··· Data

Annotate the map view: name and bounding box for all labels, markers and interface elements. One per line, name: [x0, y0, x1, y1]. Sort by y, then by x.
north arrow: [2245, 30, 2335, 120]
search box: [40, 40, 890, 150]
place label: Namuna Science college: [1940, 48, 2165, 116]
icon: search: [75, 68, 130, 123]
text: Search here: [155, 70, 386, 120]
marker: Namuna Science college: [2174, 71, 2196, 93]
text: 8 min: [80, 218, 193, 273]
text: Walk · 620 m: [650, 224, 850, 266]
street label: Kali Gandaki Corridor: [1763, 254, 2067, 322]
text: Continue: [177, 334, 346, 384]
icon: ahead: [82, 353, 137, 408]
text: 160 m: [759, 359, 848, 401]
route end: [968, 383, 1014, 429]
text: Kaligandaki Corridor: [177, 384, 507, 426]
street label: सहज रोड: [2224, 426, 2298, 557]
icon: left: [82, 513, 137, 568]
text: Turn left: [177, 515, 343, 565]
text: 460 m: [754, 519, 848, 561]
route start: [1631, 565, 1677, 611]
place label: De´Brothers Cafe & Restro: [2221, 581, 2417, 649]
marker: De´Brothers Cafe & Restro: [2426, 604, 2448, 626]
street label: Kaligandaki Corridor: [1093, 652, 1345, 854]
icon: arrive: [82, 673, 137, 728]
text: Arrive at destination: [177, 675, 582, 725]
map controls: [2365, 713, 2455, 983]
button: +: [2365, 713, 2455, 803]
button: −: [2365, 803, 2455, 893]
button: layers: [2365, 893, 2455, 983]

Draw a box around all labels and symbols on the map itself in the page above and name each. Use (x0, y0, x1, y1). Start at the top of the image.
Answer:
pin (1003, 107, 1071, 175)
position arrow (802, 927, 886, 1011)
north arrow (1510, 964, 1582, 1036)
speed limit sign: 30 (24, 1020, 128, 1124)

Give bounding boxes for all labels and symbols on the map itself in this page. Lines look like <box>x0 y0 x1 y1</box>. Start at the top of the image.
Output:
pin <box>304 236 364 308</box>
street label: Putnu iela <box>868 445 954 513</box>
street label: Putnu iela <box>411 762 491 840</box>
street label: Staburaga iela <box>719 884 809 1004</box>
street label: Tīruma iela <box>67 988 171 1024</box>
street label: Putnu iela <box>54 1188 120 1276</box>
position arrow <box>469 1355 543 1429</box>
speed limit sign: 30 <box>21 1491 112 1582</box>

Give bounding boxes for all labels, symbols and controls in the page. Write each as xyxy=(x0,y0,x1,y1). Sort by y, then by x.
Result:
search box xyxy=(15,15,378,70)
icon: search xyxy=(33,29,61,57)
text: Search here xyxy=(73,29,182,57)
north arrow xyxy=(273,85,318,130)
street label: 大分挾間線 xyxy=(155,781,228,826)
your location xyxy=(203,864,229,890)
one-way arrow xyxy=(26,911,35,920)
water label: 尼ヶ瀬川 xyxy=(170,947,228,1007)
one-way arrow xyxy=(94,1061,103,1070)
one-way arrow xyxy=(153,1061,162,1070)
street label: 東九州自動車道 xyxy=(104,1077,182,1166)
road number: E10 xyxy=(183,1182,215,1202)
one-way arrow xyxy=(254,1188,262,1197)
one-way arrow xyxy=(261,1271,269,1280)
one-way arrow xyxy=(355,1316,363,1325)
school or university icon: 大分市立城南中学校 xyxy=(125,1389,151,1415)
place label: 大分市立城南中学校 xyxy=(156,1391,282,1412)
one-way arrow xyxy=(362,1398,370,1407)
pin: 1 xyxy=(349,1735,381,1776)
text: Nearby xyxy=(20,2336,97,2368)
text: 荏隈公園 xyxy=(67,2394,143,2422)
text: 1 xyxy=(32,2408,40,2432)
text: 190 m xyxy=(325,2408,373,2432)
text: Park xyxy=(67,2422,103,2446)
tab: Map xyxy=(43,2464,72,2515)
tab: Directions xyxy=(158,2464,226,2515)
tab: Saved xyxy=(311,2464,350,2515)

······

● Your objective: Please copy each record shown above exactly.

● Answer to this task:
Annotate the map view: name and bounding box for all labels, markers and interface elements. One per line, name: [x0, y0, x1, y1]. Sort by y, then by x.
north arrow: [2245, 30, 2335, 120]
search box: [40, 40, 890, 150]
place label: Namuna Science college: [1940, 48, 2165, 116]
icon: search: [75, 68, 130, 123]
text: Search here: [155, 70, 386, 120]
marker: Namuna Science college: [2174, 71, 2196, 93]
text: 8 min: [80, 218, 193, 273]
text: Walk · 620 m: [650, 224, 850, 266]
street label: Kali Gandaki Corridor: [1763, 254, 2067, 322]
text: Continue: [177, 334, 346, 384]
icon: ahead: [82, 353, 137, 408]
text: 160 m: [759, 359, 848, 401]
route end: [968, 383, 1014, 429]
text: Kaligandaki Corridor: [177, 384, 507, 426]
street label: सहज रोड: [2224, 426, 2298, 557]
icon: left: [82, 513, 137, 568]
text: Turn left: [177, 515, 343, 565]
text: 460 m: [754, 519, 848, 561]
route start: [1631, 565, 1677, 611]
place label: De´Brothers Cafe & Restro: [2221, 581, 2417, 649]
marker: De´Brothers Cafe & Restro: [2426, 604, 2448, 626]
street label: Kaligandaki Corridor: [1093, 652, 1345, 854]
icon: arrive: [82, 673, 137, 728]
text: Arrive at destination: [177, 675, 582, 725]
map controls: [2365, 713, 2455, 983]
button: +: [2365, 713, 2455, 803]
button: −: [2365, 803, 2455, 893]
button: layers: [2365, 893, 2455, 983]

Draw a box around all labels and symbols on the map itself in the page above and name each. Use (x0, y0, x1, y1). Start at the top of the image.
Answer:
pin (1003, 107, 1071, 175)
position arrow (802, 927, 886, 1011)
north arrow (1510, 964, 1582, 1036)
speed limit sign: 30 (24, 1020, 128, 1124)

Give bounding boxes for all labels and symbols on the map itself in this page. Lines look like <box>x0 y0 x1 y1</box>. Start at the top of the image.
Output:
pin <box>304 236 364 308</box>
street label: Putnu iela <box>868 445 954 513</box>
street label: Putnu iela <box>411 762 491 840</box>
street label: Staburaga iela <box>719 884 809 1004</box>
street label: Tīruma iela <box>67 988 171 1024</box>
street label: Putnu iela <box>54 1188 120 1276</box>
position arrow <box>469 1355 543 1429</box>
speed limit sign: 30 <box>21 1491 112 1582</box>

Give bounding boxes for all labels, symbols and controls in the page. Write each as xyxy=(x0,y0,x1,y1). Sort by y, then by x.
Result:
search box xyxy=(15,15,378,70)
icon: search xyxy=(33,29,61,57)
text: Search here xyxy=(73,29,182,57)
north arrow xyxy=(273,85,318,130)
street label: 大分挾間線 xyxy=(155,781,228,826)
your location xyxy=(203,864,229,890)
one-way arrow xyxy=(26,911,35,920)
water label: 尼ヶ瀬川 xyxy=(170,947,228,1007)
one-way arrow xyxy=(94,1061,103,1070)
one-way arrow xyxy=(153,1061,162,1070)
street label: 東九州自動車道 xyxy=(104,1077,182,1166)
road number: E10 xyxy=(183,1182,215,1202)
one-way arrow xyxy=(254,1188,262,1197)
one-way arrow xyxy=(261,1271,269,1280)
one-way arrow xyxy=(355,1316,363,1325)
school or university icon: 大分市立城南中学校 xyxy=(125,1389,151,1415)
place label: 大分市立城南中学校 xyxy=(156,1391,282,1412)
one-way arrow xyxy=(362,1398,370,1407)
pin: 1 xyxy=(349,1735,381,1776)
text: Nearby xyxy=(20,2336,97,2368)
text: 荏隈公園 xyxy=(67,2394,143,2422)
text: 1 xyxy=(32,2408,40,2432)
text: 190 m xyxy=(325,2408,373,2432)
text: Park xyxy=(67,2422,103,2446)
tab: Map xyxy=(43,2464,72,2515)
tab: Directions xyxy=(158,2464,226,2515)
tab: Saved xyxy=(311,2464,350,2515)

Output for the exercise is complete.